- [SOURCE DATA]:
Start of Block

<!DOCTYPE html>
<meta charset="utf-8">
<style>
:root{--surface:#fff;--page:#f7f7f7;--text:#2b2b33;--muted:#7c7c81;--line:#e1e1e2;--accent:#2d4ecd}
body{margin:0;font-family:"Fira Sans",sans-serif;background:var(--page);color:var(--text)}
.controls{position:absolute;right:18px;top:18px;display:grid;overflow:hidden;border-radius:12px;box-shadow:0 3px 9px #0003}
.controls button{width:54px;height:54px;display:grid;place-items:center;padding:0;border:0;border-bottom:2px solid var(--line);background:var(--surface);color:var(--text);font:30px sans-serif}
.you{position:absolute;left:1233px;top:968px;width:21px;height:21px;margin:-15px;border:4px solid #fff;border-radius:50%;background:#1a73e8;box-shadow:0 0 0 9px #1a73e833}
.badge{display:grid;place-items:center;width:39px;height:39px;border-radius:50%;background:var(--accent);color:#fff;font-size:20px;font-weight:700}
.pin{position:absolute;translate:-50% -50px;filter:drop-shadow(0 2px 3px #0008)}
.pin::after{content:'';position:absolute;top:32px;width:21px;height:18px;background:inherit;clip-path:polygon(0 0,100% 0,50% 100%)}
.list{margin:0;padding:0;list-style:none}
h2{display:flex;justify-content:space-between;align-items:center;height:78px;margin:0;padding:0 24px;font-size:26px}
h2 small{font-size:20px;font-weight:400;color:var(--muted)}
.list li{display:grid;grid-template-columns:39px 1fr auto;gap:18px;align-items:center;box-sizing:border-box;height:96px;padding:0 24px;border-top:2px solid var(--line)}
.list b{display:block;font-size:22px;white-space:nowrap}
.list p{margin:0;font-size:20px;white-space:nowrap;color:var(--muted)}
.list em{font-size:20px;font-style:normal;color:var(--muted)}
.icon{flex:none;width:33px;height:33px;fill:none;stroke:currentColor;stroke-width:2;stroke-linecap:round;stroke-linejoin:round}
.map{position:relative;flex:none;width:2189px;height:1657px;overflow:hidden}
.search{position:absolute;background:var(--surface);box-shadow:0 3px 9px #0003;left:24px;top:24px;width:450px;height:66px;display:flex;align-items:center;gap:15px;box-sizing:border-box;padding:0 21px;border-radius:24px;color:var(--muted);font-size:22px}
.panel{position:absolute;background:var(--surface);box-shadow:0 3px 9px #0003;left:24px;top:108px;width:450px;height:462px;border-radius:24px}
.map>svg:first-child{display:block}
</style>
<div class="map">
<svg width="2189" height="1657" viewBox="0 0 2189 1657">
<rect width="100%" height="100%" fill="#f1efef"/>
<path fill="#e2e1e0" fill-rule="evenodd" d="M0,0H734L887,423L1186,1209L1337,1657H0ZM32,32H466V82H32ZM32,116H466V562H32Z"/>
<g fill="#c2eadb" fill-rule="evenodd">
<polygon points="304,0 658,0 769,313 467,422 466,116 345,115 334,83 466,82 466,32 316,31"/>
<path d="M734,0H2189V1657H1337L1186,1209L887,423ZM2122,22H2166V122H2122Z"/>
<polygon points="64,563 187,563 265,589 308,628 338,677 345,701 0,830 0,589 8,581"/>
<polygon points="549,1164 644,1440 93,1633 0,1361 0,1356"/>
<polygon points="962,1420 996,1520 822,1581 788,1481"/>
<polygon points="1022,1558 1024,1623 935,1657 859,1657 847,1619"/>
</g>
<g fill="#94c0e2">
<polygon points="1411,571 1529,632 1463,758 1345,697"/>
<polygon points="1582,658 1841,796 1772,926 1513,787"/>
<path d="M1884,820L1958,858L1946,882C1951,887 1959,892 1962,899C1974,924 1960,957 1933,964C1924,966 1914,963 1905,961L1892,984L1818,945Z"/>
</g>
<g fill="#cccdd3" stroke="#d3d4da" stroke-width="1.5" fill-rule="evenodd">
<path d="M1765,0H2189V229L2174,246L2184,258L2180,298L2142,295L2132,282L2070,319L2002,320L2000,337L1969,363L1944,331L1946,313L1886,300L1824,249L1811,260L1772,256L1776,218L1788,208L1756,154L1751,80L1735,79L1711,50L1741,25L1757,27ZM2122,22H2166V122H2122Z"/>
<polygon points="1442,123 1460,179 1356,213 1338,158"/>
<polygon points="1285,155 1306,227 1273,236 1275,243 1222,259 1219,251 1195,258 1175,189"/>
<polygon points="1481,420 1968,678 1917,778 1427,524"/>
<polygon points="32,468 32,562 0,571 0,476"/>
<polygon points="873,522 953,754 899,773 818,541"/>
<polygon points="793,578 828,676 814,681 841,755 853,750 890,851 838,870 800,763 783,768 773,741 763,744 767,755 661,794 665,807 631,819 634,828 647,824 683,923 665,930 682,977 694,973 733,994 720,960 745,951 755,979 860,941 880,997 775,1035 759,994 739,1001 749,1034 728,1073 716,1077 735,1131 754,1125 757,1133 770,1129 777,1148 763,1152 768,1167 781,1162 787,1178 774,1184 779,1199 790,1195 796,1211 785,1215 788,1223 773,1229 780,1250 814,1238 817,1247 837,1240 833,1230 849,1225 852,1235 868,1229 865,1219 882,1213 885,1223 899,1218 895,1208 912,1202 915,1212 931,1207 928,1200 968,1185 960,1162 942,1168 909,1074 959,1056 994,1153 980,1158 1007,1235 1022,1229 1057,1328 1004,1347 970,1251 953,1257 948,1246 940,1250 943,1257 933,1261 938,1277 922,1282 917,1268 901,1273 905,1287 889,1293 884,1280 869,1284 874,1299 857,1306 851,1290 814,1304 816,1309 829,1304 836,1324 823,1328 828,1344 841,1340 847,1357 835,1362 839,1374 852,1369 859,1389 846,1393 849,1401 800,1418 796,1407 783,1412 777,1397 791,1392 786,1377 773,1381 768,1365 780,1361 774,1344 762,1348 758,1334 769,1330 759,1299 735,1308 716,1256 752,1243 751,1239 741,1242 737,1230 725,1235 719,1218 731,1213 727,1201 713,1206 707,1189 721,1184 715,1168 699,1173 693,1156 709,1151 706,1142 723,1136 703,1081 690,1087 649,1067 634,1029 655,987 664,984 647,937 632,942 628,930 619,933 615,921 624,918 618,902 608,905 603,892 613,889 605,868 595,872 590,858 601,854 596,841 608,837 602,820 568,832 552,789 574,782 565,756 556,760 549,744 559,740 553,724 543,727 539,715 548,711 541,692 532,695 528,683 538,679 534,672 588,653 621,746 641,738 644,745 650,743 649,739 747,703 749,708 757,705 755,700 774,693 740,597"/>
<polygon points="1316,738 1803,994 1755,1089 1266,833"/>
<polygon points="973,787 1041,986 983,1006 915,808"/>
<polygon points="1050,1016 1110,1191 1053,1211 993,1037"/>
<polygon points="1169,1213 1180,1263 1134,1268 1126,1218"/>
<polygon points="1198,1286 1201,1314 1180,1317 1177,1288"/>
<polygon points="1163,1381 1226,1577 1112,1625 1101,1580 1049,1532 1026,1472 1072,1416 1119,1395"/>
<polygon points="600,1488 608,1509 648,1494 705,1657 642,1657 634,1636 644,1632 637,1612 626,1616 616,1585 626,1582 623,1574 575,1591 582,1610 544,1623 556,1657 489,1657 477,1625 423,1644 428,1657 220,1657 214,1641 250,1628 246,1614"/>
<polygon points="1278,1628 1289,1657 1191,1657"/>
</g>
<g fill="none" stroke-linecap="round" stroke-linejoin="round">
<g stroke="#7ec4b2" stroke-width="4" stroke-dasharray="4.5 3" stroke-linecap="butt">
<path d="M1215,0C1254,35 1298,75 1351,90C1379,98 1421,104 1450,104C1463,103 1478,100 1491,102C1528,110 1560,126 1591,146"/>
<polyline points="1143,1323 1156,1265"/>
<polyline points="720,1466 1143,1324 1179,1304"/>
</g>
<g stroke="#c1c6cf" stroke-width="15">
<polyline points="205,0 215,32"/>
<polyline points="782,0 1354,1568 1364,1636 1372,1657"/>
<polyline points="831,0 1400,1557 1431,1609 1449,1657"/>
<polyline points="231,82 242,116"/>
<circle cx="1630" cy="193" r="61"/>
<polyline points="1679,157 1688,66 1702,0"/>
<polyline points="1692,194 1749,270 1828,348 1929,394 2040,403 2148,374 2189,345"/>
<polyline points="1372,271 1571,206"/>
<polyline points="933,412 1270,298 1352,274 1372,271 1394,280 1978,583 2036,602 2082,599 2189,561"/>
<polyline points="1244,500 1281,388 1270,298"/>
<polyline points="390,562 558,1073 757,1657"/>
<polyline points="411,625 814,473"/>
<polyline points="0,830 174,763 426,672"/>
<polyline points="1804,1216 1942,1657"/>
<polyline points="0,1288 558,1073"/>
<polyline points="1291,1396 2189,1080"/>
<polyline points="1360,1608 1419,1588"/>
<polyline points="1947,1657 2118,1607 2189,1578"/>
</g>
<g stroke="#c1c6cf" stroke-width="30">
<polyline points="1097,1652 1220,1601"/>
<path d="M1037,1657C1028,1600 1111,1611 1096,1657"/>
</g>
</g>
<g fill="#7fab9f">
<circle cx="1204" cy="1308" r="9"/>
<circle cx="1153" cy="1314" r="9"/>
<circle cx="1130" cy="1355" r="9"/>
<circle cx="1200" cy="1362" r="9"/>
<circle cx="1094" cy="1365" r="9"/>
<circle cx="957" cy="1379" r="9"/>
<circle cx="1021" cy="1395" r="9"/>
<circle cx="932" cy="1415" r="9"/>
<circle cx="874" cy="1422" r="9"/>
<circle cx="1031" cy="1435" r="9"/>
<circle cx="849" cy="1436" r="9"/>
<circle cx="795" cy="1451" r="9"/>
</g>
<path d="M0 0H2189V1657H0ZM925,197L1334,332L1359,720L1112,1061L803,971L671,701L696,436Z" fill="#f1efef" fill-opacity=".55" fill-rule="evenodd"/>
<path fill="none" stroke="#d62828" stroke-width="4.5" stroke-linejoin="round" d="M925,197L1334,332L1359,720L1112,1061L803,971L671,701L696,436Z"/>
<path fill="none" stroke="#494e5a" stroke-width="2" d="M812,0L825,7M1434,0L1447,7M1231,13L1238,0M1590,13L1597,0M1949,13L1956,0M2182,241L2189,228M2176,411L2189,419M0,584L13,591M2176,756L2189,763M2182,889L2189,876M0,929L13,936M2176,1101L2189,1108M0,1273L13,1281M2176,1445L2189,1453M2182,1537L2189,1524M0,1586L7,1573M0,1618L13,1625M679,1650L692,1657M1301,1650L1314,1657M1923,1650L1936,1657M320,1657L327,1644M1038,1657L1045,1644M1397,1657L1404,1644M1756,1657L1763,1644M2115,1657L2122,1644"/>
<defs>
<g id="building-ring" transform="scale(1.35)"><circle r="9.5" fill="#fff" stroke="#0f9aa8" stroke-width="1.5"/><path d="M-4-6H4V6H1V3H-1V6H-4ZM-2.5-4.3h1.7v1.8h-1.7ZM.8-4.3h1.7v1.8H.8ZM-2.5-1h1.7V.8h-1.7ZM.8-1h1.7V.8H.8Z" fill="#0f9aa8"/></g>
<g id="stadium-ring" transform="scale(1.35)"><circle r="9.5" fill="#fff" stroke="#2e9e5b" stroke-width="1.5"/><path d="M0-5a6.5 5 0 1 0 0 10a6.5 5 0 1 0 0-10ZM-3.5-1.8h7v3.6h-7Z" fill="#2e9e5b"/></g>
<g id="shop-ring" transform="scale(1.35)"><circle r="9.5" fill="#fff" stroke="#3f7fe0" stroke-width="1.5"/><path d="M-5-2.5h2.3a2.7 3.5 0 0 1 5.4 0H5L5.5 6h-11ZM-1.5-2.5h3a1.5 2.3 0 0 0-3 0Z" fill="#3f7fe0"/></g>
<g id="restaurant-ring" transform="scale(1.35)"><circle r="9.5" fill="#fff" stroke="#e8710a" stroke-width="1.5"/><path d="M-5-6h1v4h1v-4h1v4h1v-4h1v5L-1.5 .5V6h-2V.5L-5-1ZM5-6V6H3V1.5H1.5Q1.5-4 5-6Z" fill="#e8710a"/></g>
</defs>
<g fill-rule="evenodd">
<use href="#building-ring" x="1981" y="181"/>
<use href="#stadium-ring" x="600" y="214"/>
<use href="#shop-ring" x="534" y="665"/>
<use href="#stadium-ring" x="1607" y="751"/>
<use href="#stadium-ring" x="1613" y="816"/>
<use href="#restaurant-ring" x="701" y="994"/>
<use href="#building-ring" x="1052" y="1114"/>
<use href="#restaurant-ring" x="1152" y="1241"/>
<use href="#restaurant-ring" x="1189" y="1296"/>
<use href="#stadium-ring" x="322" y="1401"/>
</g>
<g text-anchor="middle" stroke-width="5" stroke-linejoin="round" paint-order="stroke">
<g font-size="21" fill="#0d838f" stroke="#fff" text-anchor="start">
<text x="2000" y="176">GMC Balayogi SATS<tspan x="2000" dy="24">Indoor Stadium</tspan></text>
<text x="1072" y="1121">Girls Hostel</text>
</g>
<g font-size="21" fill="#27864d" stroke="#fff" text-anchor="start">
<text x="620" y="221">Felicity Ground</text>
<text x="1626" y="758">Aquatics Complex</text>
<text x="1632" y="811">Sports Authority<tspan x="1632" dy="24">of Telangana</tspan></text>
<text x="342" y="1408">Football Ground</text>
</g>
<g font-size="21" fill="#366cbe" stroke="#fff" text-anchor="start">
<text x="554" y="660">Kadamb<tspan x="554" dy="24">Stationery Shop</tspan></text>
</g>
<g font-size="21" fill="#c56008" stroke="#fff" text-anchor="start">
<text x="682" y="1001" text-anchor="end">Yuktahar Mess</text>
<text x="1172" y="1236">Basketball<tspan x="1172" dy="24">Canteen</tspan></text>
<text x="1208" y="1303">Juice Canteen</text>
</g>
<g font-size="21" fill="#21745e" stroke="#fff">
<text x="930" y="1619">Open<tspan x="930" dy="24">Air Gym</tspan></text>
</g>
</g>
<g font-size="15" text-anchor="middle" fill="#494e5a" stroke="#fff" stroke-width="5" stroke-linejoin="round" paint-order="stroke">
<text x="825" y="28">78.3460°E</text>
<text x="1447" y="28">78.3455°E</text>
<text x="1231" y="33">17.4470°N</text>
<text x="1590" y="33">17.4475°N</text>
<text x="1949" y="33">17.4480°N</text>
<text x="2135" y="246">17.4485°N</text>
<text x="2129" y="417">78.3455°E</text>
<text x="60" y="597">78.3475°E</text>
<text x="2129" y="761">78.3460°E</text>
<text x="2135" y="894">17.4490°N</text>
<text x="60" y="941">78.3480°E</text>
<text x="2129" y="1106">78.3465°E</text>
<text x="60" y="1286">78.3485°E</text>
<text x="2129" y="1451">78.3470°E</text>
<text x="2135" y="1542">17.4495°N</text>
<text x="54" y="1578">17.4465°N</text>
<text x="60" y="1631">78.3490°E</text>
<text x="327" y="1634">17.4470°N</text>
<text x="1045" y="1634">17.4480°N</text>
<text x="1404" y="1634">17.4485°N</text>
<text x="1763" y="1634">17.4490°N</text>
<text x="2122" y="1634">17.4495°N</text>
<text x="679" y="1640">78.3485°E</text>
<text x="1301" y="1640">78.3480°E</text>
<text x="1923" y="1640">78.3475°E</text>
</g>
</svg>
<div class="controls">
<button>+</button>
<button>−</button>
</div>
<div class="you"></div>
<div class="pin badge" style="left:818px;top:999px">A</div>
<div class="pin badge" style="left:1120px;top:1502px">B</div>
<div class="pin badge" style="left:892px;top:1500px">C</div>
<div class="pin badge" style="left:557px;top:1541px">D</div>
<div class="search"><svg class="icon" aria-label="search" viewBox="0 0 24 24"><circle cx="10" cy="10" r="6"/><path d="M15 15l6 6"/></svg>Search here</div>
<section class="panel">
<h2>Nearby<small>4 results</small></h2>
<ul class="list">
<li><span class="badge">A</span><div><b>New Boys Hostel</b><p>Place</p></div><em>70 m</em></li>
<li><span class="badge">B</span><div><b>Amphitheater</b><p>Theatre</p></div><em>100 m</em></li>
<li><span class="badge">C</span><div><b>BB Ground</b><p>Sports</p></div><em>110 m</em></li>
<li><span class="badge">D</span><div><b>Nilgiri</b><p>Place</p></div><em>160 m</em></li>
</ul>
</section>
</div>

End of Block

- [DIRECTIONS FOR THIS TASK]: The string "Hostel" appears on how many lines of the records? State the number alone.

- [WRITTEN RESPONSE]: 2